• SUPPLIED DATA:

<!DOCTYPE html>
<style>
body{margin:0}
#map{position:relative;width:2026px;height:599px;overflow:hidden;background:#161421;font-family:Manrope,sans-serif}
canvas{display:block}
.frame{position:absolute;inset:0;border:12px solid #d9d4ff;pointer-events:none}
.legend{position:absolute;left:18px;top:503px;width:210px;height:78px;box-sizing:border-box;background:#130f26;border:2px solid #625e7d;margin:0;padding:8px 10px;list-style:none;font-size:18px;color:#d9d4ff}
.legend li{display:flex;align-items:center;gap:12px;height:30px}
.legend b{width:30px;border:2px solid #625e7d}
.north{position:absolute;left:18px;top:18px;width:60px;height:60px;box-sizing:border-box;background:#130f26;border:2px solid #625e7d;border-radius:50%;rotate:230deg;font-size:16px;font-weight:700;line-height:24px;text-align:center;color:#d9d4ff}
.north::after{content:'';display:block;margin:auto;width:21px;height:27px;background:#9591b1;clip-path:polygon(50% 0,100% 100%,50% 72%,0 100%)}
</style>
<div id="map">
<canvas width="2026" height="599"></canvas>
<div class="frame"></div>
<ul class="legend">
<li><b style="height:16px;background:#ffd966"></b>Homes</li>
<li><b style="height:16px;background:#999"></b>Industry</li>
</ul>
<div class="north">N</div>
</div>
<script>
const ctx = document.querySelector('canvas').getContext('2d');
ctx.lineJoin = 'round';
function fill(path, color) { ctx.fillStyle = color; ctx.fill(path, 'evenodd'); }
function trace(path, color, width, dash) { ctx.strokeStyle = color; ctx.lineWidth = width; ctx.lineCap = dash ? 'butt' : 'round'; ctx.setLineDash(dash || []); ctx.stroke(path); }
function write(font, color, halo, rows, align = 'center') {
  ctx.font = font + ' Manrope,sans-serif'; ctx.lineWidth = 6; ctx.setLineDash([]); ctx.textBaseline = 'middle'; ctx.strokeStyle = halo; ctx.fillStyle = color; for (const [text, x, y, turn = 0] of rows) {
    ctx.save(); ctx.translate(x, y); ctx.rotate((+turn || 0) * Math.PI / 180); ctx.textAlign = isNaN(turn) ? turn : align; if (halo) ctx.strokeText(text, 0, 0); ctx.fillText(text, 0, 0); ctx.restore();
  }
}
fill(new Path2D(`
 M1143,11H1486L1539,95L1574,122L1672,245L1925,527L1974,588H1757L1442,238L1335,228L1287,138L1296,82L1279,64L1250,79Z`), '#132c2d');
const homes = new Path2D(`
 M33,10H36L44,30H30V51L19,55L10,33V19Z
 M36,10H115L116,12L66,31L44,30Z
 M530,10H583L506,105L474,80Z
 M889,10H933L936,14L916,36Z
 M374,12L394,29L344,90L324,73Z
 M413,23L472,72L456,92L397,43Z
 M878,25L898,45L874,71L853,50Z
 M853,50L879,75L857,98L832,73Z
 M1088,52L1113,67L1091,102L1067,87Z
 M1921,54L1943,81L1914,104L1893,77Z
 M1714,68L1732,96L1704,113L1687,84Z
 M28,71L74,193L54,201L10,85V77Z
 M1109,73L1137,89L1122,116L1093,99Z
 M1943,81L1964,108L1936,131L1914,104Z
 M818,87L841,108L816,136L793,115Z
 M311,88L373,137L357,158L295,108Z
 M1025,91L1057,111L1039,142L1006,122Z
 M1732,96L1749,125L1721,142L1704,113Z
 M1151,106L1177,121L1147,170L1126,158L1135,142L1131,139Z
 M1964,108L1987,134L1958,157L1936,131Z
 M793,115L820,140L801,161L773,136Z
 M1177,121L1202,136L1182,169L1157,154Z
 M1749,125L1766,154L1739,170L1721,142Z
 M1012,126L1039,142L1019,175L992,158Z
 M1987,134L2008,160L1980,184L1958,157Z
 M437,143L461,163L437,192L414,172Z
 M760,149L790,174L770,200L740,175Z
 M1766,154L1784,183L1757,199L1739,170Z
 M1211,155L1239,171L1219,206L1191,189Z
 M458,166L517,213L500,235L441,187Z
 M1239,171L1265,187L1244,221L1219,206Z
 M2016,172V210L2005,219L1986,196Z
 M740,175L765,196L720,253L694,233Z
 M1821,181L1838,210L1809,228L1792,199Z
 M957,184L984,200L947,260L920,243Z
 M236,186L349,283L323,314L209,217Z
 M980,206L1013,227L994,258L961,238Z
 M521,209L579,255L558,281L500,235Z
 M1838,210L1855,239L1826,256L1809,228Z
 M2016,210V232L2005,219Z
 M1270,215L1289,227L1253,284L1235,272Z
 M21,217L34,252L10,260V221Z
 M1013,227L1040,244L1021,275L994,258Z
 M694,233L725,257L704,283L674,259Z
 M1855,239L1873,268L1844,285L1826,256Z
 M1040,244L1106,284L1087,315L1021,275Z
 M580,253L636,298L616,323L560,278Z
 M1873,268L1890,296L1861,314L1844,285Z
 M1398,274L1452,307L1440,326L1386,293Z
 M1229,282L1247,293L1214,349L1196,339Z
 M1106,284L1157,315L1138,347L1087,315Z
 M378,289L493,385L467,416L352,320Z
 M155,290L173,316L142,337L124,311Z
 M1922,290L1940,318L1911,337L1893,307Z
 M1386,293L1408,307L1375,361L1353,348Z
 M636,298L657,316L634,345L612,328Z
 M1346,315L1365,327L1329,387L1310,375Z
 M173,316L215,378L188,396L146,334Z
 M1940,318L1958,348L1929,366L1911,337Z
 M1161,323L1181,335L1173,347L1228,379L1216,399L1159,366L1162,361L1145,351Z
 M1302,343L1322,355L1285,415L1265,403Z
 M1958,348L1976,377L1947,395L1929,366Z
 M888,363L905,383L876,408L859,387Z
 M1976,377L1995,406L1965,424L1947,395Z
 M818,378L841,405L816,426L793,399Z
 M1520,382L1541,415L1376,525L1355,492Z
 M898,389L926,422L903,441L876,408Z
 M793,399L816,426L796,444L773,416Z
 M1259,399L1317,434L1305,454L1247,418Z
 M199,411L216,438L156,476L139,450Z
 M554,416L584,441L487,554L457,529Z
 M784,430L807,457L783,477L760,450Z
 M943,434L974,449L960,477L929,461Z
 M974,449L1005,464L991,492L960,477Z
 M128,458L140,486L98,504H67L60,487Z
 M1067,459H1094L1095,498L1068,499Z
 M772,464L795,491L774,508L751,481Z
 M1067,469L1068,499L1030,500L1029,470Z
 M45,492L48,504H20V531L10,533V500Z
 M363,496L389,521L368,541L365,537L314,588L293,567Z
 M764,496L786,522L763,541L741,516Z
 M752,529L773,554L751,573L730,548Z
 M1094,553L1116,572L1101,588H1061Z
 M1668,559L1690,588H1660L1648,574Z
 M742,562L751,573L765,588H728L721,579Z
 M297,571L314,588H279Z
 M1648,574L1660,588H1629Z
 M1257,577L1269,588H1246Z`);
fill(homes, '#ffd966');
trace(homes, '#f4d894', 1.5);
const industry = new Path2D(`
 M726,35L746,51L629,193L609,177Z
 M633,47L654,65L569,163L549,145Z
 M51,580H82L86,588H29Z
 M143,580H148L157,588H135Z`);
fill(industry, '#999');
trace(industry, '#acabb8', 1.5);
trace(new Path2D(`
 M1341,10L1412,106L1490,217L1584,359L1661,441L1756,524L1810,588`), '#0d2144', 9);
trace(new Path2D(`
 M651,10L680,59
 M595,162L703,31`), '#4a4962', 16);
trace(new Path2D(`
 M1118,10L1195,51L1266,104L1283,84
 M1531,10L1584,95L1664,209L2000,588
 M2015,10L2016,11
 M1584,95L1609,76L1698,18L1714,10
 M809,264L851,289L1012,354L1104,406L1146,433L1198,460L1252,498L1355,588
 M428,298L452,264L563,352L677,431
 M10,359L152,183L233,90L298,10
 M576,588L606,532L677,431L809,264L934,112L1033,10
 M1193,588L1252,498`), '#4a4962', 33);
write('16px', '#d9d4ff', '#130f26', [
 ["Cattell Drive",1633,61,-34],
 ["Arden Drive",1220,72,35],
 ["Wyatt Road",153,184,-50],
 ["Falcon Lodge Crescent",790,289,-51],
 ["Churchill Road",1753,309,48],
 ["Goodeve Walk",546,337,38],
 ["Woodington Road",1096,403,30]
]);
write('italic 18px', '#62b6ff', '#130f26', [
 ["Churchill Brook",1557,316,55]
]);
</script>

• EXERCISE DESCRIPTION: Only a number is wanted here: the count of lines above that hold the word "turn".

• ANSWER FOR THE TASK: 2